# Problem statement
Begin at the top of the following data. Copy each line exactly until you have copied the line containing "Quick job: Give".

# Task data
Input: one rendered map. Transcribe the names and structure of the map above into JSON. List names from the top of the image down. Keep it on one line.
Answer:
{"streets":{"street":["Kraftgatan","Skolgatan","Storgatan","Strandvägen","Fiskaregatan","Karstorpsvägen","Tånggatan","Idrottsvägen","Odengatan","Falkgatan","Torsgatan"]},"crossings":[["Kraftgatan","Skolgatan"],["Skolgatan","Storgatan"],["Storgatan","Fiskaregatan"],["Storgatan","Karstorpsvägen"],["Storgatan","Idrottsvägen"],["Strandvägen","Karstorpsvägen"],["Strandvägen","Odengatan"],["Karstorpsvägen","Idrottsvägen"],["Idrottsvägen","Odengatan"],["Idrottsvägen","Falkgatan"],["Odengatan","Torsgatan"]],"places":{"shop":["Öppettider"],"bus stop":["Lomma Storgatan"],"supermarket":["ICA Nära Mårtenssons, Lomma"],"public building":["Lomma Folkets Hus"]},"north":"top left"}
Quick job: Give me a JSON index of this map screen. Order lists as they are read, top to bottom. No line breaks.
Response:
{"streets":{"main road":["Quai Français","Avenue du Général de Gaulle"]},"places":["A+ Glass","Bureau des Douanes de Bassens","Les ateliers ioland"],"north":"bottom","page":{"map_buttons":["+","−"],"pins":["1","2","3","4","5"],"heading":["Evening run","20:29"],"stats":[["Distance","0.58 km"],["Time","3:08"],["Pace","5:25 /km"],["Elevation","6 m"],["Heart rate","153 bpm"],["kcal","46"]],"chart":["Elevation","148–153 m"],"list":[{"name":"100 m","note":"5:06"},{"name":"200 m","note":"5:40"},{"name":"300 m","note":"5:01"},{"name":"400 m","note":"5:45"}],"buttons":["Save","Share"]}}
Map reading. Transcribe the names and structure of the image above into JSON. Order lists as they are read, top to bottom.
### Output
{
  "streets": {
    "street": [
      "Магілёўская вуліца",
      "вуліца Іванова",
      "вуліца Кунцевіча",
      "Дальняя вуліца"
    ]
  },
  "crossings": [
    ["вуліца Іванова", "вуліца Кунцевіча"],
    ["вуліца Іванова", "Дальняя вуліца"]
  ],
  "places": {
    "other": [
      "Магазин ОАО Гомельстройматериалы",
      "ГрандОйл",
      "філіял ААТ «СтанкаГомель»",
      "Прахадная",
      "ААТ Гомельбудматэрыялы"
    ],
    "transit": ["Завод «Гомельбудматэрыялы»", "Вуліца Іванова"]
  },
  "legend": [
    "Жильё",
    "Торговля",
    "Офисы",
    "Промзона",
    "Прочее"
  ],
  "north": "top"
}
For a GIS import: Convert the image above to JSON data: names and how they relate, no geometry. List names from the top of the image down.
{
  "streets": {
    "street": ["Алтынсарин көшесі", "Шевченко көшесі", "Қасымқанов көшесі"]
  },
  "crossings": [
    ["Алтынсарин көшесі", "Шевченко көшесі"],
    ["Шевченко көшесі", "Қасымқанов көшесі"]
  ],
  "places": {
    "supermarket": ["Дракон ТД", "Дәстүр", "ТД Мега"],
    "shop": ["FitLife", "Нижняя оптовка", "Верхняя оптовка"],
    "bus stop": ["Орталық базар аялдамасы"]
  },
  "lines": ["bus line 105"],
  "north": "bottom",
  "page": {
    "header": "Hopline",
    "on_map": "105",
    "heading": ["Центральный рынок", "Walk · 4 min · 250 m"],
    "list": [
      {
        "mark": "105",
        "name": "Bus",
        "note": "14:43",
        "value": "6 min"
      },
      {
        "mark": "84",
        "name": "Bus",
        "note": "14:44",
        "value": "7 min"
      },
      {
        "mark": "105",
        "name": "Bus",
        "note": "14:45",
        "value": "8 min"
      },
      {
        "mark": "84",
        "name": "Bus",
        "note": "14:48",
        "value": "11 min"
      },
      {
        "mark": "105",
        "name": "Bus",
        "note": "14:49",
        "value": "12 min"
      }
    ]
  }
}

# Final answer
Input: one rendered map. Transcribe the names and structure of the map above into JSON. List names from the top of the image down. Keep it on one line.
Answer:
{"streets":{"street":["Kraftgatan","Skolgatan","Storgatan","Strandvägen","Fiskaregatan","Karstorpsvägen","Tånggatan","Idrottsvägen","Odengatan","Falkgatan","Torsgatan"]},"crossings":[["Kraftgatan","Skolgatan"],["Skolgatan","Storgatan"],["Storgatan","Fiskaregatan"],["Storgatan","Karstorpsvägen"],["Storgatan","Idrottsvägen"],["Strandvägen","Karstorpsvägen"],["Strandvägen","Odengatan"],["Karstorpsvägen","Idrottsvägen"],["Idrottsvägen","Odengatan"],["Idrottsvägen","Falkgatan"],["Odengatan","Torsgatan"]],"places":{"shop":["Öppettider"],"bus stop":["Lomma Storgatan"],"supermarket":["ICA Nära Mårtenssons, Lomma"],"public building":["Lomma Folkets Hus"]},"north":"top left"}
Quick job: Give me a JSON index of this map screen. Order lists as they are read, top to bottom. No line breaks.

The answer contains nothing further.